The vast majority of problems that are intertwined with the concept of “hacking back” stem from the fact operating outside of your own network requires you to essentially “plunge into darkness”, without knowing if your reactive measures will affect your attacker, or an innocent intermediate system or even without knowing where that system may be located or what jurisdiction you are currently operating in. This inherent uncertainty brings into question the legal validity of a defensive system designed to perform activities outside your own network. Accordingly, we’ve decided to solve some of these problems by proposing to apply active defense systems on a limited “geographical” perimeter and we refer only to activity that occurs within your own, fully-controlled network. Through our research, we concluded that in most cases, defensive activity against positively-identified attackers inside a fully-controlled network, by attackers that are operating from computers inside a company-controlled perimeter, which does not exceed the limits of said network, is permissible under the CFAA.
Our framework therefore seeks to empower defenders with new possibilities to engage their attackers in a manner which is not only compliant with our interpretation of the law, but also which is effective in increasing their cyber-security. Whereas engagement with a live attacker within your network can at the very least prevent the success of their attack, retaliatory action or “hot pursuit” outside your network against unknown parties achieves neither of these results, and should not be pursued.
3.4 Context-Specific Considerations on the Deployment of Specific Payloads (Legal and Operational considerations)
Once you have decided to engage the attacker and determined the appropriate type of response, you need to revert back to your constraints and take into account two types of considerations: legal limitations on the use of the components (the exact same payload may be prohibited for use by a bank but permitted by a manufacturing plant due to specific industry regulation); and operational aspects of the same.
In the broadest of terms, we expect defenders to asks two major operational questions – “What are the objectives of this defense?” and “What are the desired effects of this deployment?” If your operational objective is to avoid engagement with the attacker, you may choose to deploy either forensic or monitoring payloads. If your objective is to engage directly, you may choose either an active or passive engagement component. The determination is also made in terms of the effectiveness of the measure: even if you want to engage an attacker quickly and directly by disabling the network connectivity of each and every compromised endpoint, it may be unwise to do so when the attack you’re trying to deflect is coming from multiple attack vectors.

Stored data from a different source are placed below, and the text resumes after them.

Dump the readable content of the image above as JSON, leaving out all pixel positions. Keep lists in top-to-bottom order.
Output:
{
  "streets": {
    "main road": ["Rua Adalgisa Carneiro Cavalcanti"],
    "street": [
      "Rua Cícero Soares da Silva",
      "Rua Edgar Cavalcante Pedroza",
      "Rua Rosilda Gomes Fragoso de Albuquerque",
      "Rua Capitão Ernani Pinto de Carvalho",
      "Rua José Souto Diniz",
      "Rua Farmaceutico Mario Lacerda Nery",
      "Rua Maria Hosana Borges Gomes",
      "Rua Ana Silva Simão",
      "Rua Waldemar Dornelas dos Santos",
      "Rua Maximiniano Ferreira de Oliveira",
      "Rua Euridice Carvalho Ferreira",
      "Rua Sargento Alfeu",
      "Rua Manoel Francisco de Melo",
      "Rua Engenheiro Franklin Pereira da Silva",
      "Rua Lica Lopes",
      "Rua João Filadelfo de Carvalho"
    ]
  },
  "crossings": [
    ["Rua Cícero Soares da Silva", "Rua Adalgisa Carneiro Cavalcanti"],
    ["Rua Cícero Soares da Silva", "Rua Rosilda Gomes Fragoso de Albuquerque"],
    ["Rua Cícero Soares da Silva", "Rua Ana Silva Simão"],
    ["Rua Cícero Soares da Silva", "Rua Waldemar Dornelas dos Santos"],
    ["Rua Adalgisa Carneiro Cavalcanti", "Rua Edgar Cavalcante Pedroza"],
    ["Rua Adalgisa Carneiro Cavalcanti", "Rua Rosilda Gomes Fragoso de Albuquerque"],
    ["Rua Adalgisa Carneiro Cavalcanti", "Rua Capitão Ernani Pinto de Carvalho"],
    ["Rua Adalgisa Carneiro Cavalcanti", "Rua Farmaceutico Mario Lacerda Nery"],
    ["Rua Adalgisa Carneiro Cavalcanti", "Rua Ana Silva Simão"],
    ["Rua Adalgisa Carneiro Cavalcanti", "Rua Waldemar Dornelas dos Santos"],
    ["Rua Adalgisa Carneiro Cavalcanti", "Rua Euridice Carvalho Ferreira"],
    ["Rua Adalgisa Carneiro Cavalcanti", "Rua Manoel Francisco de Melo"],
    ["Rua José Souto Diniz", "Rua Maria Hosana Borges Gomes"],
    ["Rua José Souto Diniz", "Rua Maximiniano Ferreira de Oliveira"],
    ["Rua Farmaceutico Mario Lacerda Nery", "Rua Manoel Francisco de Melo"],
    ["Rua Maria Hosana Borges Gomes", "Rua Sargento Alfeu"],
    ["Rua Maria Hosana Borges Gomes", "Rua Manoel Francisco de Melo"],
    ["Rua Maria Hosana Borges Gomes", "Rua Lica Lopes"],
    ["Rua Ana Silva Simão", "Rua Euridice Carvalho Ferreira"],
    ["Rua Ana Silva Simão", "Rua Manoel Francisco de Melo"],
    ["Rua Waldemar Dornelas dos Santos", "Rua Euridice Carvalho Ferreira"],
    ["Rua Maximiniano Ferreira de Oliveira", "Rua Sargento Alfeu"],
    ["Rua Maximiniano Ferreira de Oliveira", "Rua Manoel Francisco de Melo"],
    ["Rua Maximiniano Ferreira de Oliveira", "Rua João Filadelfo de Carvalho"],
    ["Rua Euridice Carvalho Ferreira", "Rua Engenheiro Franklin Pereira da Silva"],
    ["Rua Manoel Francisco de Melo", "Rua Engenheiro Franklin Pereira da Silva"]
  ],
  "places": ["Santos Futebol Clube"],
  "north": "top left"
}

The relationship between these two operational parameters is what dictates what payloads are suited for each situation just as much as the legal constraints dictate the types of payloads that can or cannot be used. If the defender’s objective is to prevent further attacks and the desired effect is to achieve deterrence, it is up to each deterrence to determine which payloads best serve the combined goals, given the limitations of the law.
If a conclusion is to be reached from the discussion listed above, it is this one: The determination of which payload is suited for each purpose is not only a legal concern, but also an operational one.
We advise practitioners wishing to design active defense campaigns to first determine the applicable law as it applies to them, and once the applicability of the law has been clearly defined, defenders must define the objectives of their defense, incorporate into their defensive strategy the applicable legal limitations, and then design a deployment campaign which takes into account the desired effects of the defense.